(Collected data)
^^^^^^^^^^^^^^^^

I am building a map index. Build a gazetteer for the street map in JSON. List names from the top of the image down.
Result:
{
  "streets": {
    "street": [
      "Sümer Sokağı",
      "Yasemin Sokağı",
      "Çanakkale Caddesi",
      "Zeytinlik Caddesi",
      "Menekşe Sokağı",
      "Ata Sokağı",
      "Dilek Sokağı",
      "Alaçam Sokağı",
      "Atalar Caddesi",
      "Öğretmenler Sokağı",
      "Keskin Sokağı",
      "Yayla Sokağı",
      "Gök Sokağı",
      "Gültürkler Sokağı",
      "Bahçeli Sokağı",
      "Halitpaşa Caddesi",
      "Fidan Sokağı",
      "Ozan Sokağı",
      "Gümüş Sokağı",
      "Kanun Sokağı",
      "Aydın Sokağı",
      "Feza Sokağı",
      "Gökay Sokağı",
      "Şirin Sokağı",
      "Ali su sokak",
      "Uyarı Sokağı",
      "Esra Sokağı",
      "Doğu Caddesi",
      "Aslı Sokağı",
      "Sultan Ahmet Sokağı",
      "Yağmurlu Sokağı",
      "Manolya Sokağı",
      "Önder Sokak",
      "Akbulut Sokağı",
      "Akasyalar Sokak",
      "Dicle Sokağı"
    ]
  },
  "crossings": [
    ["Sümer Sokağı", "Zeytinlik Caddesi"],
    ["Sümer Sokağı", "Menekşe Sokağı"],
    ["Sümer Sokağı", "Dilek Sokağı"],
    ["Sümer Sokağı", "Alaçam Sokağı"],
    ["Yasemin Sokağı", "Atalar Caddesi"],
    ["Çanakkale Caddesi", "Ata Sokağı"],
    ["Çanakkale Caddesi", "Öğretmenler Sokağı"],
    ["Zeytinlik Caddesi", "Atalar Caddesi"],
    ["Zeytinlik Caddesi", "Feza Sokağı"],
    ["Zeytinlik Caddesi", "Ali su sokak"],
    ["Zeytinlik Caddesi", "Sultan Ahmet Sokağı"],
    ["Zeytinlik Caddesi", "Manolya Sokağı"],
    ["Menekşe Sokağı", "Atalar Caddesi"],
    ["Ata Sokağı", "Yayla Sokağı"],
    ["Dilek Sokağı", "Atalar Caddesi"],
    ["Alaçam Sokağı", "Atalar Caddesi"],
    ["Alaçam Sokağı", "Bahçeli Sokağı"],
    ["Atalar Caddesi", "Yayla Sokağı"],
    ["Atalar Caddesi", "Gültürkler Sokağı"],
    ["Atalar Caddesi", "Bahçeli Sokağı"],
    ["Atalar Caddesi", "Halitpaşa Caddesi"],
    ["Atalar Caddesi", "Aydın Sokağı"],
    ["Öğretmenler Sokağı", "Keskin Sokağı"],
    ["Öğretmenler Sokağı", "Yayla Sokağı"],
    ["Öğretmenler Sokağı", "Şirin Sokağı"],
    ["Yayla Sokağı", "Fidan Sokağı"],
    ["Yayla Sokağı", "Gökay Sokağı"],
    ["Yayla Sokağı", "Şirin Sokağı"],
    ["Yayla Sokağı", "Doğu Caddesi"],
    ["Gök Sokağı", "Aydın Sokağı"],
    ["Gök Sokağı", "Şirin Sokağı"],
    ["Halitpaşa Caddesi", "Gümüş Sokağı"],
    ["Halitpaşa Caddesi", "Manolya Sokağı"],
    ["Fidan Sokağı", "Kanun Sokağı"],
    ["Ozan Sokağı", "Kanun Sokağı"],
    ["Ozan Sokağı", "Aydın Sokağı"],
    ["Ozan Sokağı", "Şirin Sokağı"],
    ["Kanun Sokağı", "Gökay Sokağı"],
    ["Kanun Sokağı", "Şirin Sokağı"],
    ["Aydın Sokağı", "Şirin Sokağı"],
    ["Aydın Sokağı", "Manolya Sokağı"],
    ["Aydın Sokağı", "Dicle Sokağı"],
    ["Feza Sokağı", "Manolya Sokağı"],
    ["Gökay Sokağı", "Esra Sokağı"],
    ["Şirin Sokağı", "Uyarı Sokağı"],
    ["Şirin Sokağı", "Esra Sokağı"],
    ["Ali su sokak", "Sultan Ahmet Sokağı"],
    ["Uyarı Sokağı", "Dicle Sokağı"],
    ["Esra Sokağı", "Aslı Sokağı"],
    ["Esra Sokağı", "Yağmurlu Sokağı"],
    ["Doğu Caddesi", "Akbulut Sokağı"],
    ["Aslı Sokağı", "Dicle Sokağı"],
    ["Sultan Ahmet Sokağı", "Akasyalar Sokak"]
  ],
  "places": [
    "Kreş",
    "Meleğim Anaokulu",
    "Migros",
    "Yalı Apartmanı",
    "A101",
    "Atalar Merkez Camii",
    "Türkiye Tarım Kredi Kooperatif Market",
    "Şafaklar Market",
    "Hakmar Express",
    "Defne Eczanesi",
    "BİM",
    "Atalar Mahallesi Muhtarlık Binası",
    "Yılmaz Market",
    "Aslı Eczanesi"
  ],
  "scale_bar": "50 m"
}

^^^^^^^^^^^^^^^^

- **WORK TO COMPLETE**: Extract every line of the records above that contains the word "Sümer".

- **ANSWER SECTION**:
      "Sümer Sokağı",
    ["Sümer Sokağı", "Zeytinlik Caddesi"],
    ["Sümer Sokağı", "Menekşe Sokağı"],
    ["Sümer Sokağı", "Dilek Sokağı"],
    ["Sümer Sokağı", "Alaçam Sokağı"],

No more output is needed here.